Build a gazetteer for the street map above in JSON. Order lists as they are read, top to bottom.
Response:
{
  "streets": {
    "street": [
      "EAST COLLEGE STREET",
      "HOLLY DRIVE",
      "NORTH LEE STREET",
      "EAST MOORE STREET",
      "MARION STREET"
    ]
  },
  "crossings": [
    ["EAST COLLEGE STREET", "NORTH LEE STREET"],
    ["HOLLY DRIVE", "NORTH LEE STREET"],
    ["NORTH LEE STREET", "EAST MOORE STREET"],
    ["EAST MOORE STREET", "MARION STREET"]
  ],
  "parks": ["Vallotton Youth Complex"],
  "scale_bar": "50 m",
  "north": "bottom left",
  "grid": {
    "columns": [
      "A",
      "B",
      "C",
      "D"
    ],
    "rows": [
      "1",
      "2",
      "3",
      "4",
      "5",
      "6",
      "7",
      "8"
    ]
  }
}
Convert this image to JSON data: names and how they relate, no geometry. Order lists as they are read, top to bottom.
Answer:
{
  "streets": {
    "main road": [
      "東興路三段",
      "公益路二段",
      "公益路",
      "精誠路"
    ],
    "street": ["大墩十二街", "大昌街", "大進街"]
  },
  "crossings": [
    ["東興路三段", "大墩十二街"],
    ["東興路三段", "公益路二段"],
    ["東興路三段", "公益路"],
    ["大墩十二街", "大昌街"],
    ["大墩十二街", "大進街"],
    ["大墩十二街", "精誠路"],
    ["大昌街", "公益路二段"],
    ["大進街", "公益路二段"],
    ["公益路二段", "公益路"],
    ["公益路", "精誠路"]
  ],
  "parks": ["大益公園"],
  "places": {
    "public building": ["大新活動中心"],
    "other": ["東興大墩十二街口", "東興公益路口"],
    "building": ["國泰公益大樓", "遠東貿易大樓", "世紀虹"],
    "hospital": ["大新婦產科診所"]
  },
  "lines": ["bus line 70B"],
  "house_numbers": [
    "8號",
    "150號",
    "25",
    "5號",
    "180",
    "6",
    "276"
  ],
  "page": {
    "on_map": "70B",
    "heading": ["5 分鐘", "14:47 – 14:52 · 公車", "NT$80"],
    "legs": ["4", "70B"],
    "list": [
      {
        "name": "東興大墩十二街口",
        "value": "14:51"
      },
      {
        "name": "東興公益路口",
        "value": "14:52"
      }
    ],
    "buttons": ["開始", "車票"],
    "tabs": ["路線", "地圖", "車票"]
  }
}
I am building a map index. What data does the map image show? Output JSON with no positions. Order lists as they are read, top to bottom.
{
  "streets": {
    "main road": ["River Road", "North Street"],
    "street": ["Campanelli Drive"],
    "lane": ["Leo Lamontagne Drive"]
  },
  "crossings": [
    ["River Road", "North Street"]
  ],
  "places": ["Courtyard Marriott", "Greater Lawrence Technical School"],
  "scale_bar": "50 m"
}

* * * *

Problem details — The answer must consist of every line from the entries above that contains the string "公益路二段".

Answer section —
      "公益路二段",
    ["東興路三段", "公益路二段"],
    ["大昌街", "公益路二段"],
    ["大進街", "公益路二段"],
    ["公益路二段", "公益路"],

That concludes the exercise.